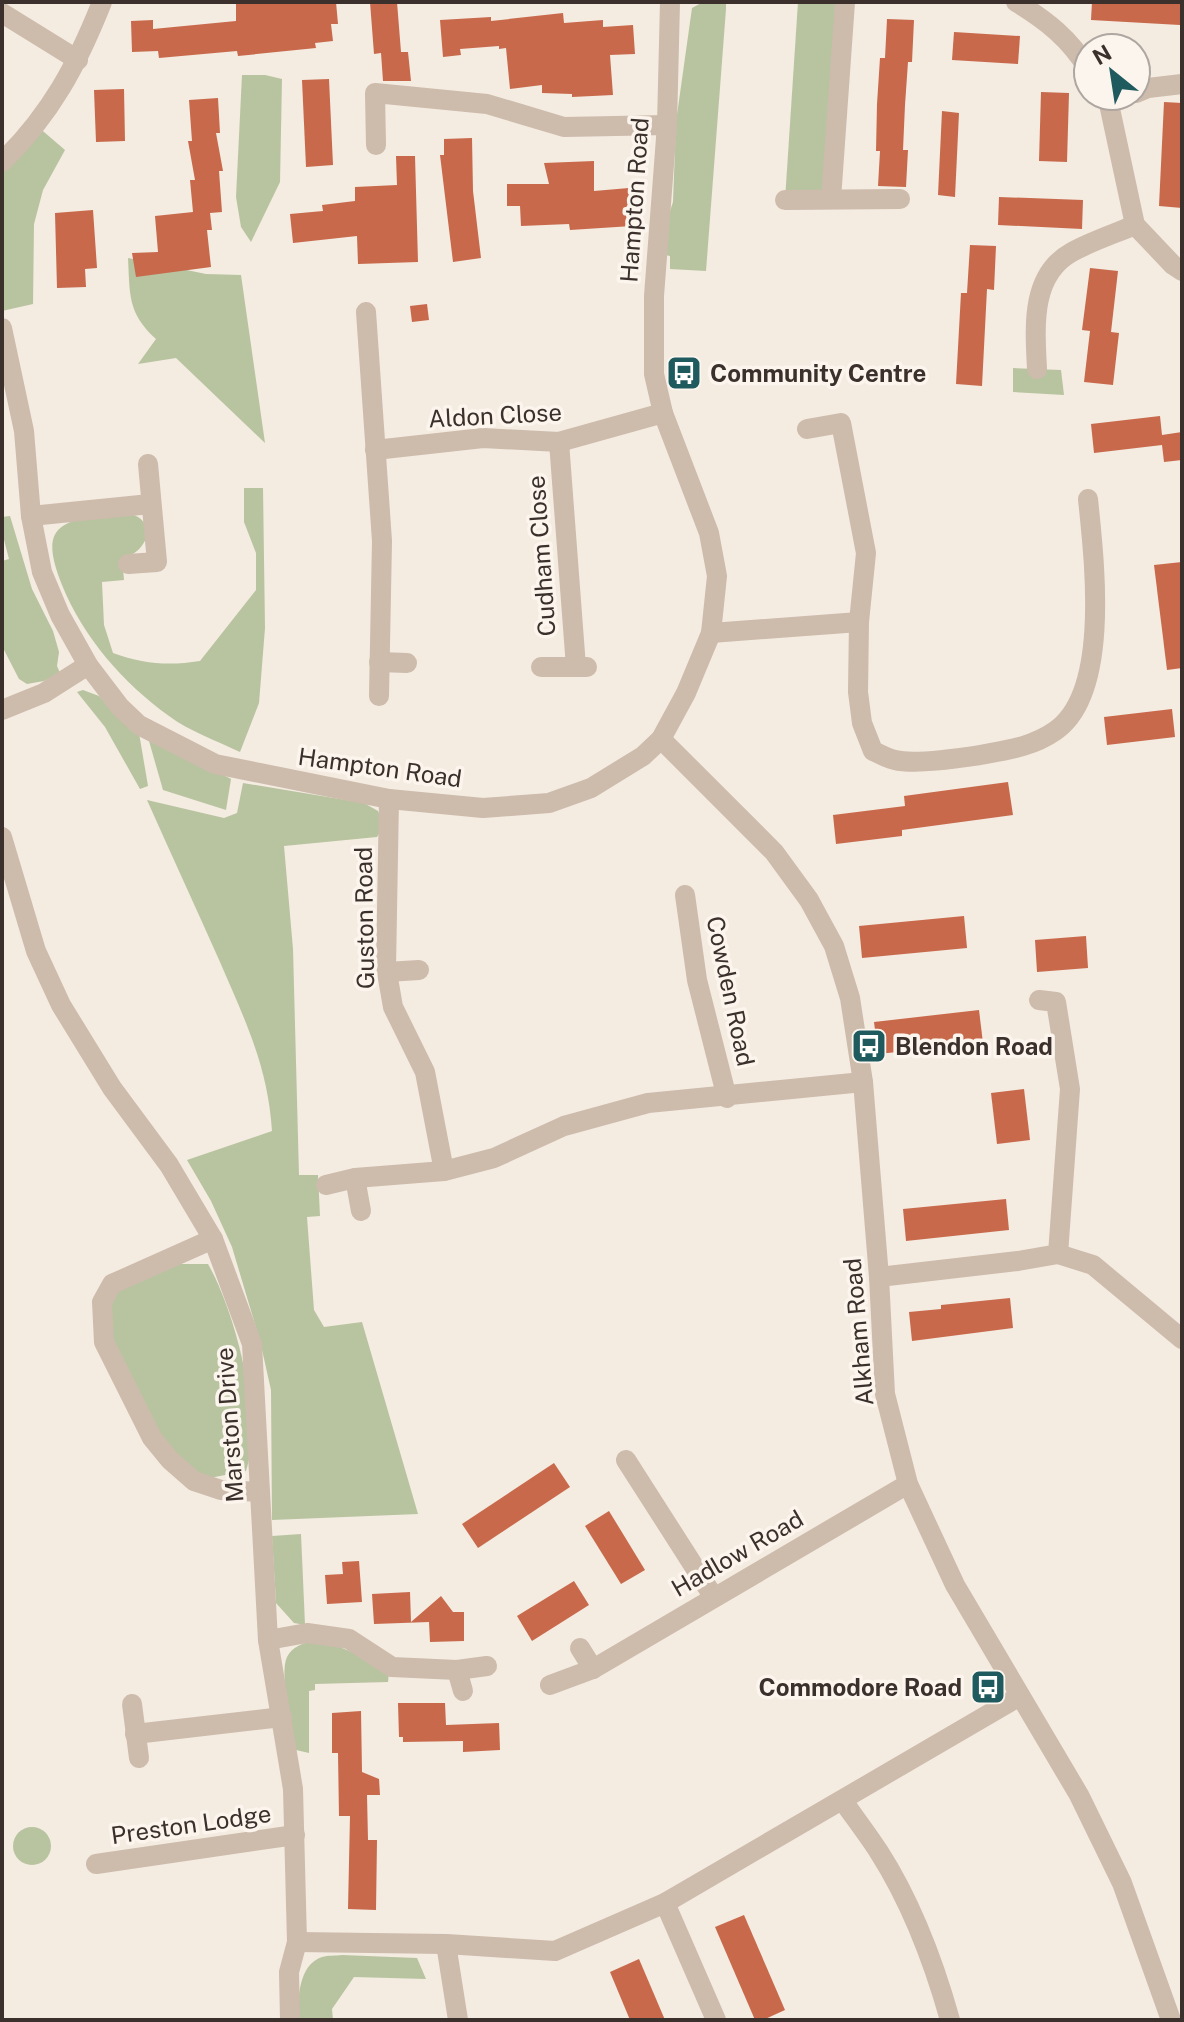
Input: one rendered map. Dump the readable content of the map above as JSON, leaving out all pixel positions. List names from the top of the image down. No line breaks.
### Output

---

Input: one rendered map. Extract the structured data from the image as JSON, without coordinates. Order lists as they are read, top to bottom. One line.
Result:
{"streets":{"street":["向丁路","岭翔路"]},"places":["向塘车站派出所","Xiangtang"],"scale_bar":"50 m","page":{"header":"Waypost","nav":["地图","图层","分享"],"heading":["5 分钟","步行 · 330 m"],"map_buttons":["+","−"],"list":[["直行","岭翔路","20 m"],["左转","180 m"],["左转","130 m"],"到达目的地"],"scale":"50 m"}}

==

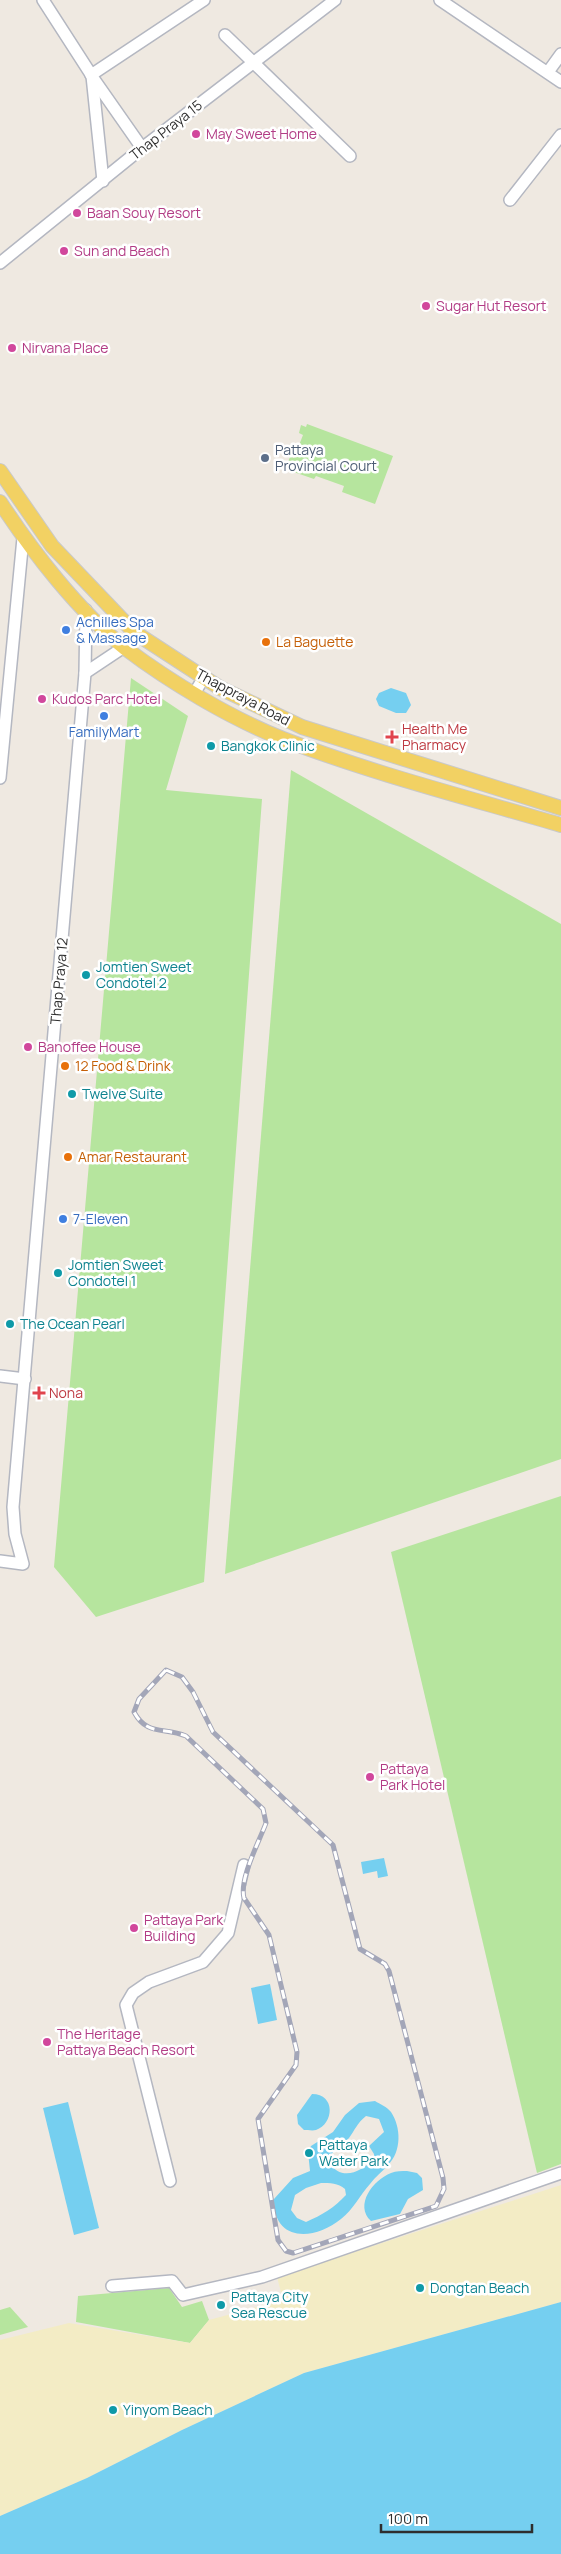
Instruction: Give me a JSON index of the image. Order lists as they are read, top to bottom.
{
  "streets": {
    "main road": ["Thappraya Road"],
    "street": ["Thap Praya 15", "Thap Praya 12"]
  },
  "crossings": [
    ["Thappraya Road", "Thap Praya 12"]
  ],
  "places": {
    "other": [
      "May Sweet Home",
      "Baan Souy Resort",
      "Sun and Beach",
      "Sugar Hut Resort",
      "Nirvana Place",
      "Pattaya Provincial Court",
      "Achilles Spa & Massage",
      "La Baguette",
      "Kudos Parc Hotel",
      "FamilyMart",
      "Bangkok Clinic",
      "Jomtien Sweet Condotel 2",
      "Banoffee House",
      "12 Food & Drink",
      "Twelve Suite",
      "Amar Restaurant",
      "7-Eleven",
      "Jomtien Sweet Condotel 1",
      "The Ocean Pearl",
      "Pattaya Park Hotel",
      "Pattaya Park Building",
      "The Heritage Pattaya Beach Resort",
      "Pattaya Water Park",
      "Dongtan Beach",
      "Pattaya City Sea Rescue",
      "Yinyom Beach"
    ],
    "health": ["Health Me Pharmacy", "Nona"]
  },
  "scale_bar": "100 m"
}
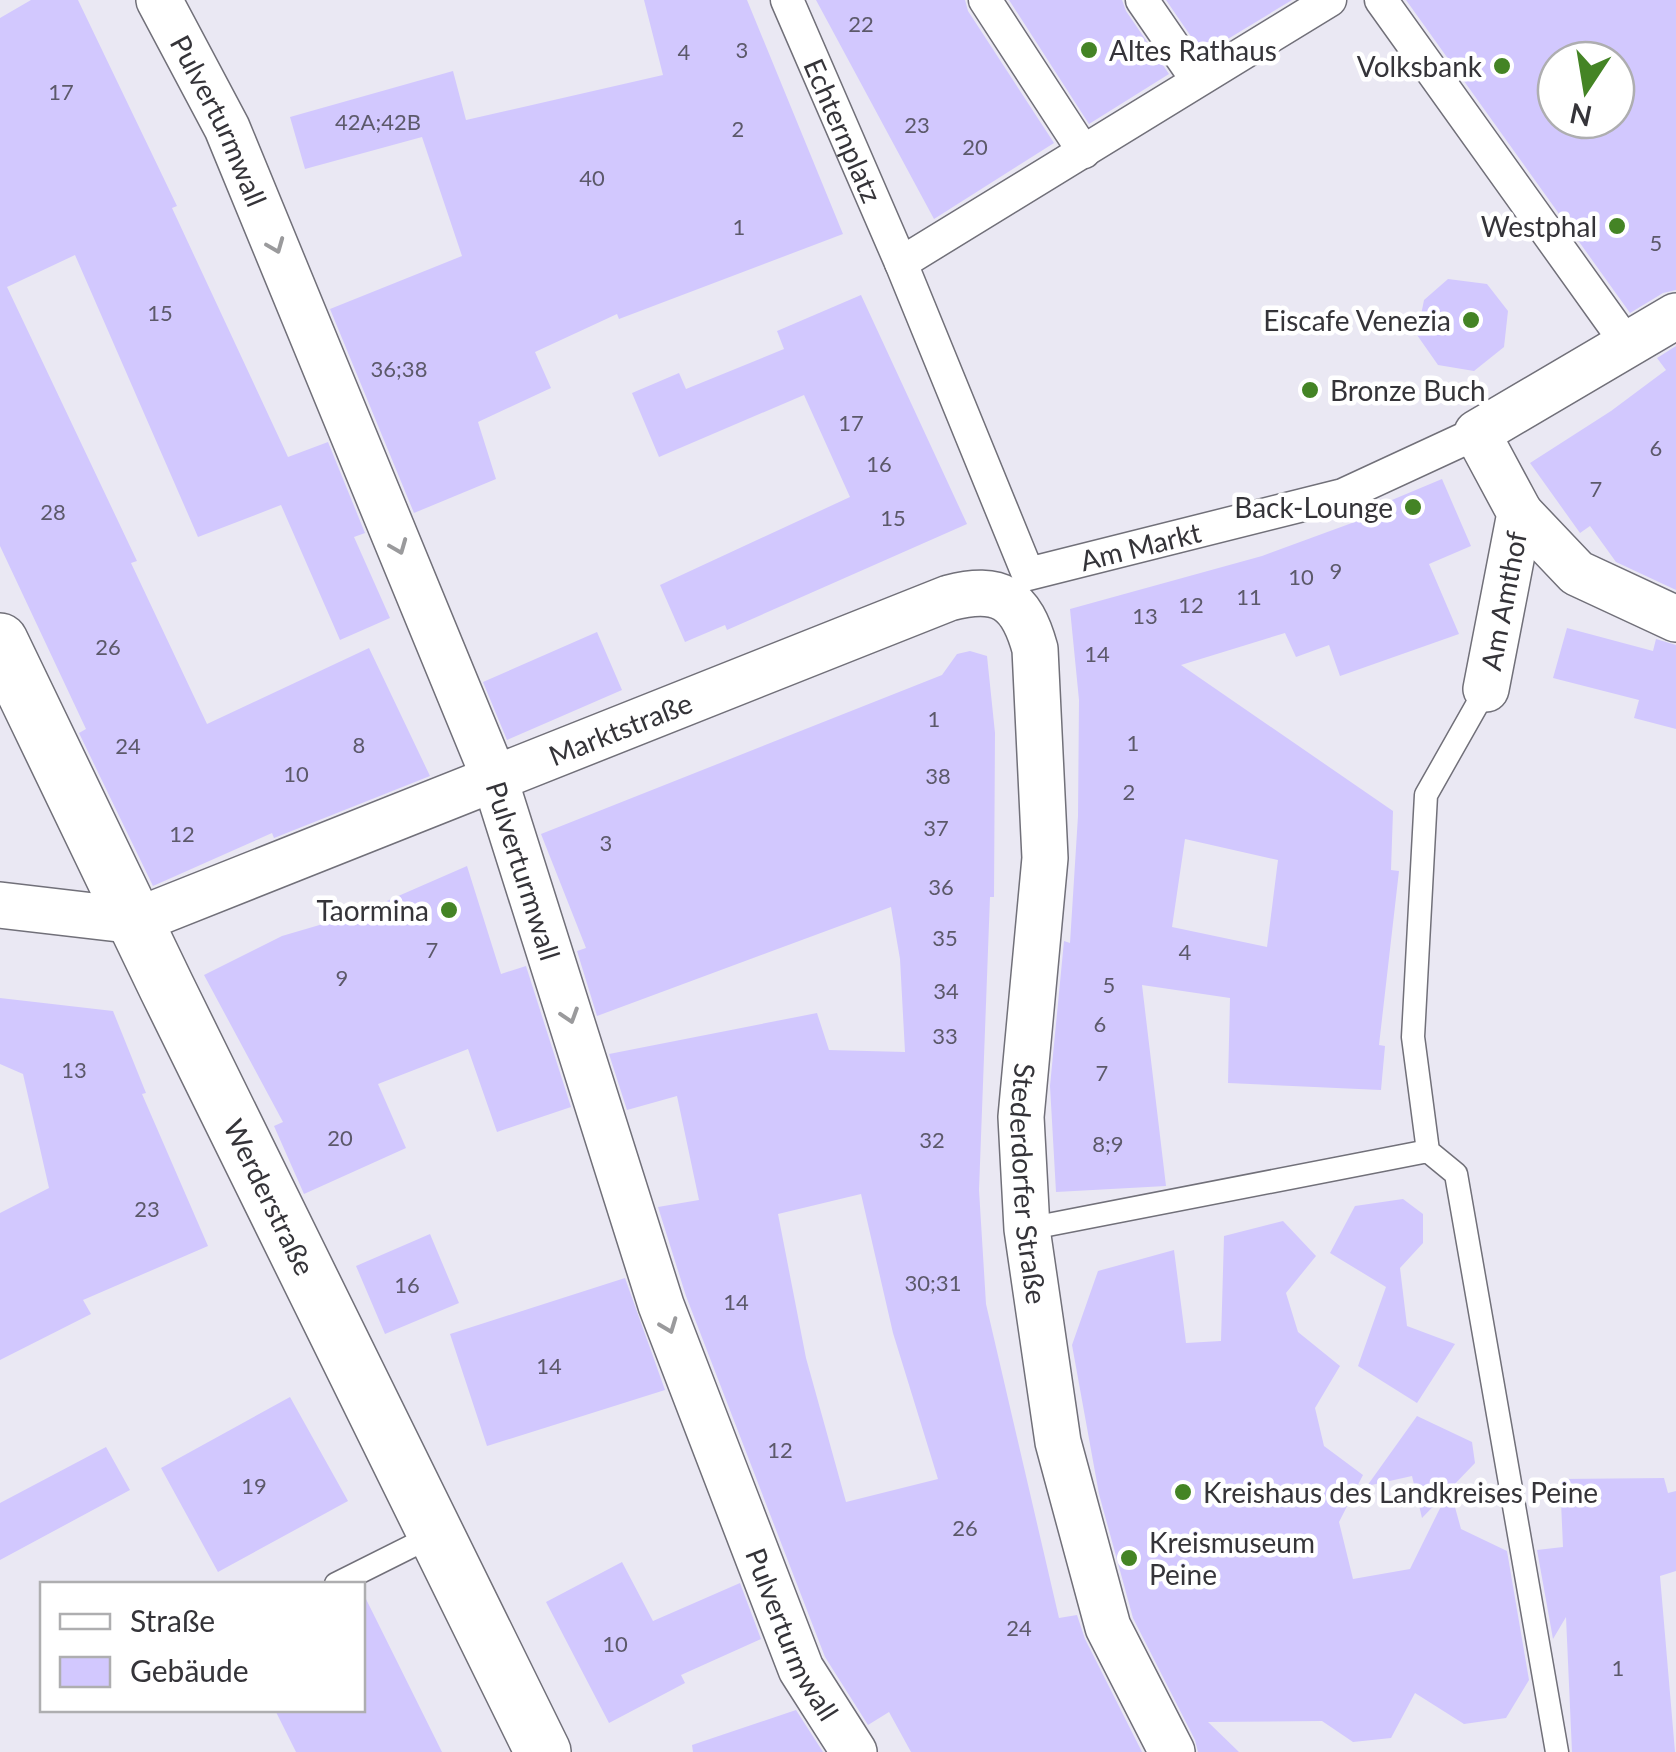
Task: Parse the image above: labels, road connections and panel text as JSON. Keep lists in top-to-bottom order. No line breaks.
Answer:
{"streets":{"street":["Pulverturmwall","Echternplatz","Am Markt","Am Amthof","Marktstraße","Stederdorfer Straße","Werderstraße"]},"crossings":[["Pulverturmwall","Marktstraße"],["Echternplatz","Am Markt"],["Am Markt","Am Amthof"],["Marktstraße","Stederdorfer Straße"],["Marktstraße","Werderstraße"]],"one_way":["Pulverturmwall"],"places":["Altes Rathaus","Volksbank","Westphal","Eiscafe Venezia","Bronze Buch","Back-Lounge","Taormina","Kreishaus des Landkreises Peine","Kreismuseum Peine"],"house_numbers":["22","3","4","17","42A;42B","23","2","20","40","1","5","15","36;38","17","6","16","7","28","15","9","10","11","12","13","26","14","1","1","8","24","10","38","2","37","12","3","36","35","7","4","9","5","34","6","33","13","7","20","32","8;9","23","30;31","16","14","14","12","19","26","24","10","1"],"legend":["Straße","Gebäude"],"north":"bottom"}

• _What to work on_
Check every line of the records above for the string "breaks". Copy those that hold it.

• _Solution below_
Input: one rendered map. Dump the readable content of the map above as JSON, leaving out all pixel positions. List names from the top of the image down. No line breaks.
Task: Parse the image above: labels, road connections and panel text as JSON. Keep lists in top-to-bottom order. No line breaks.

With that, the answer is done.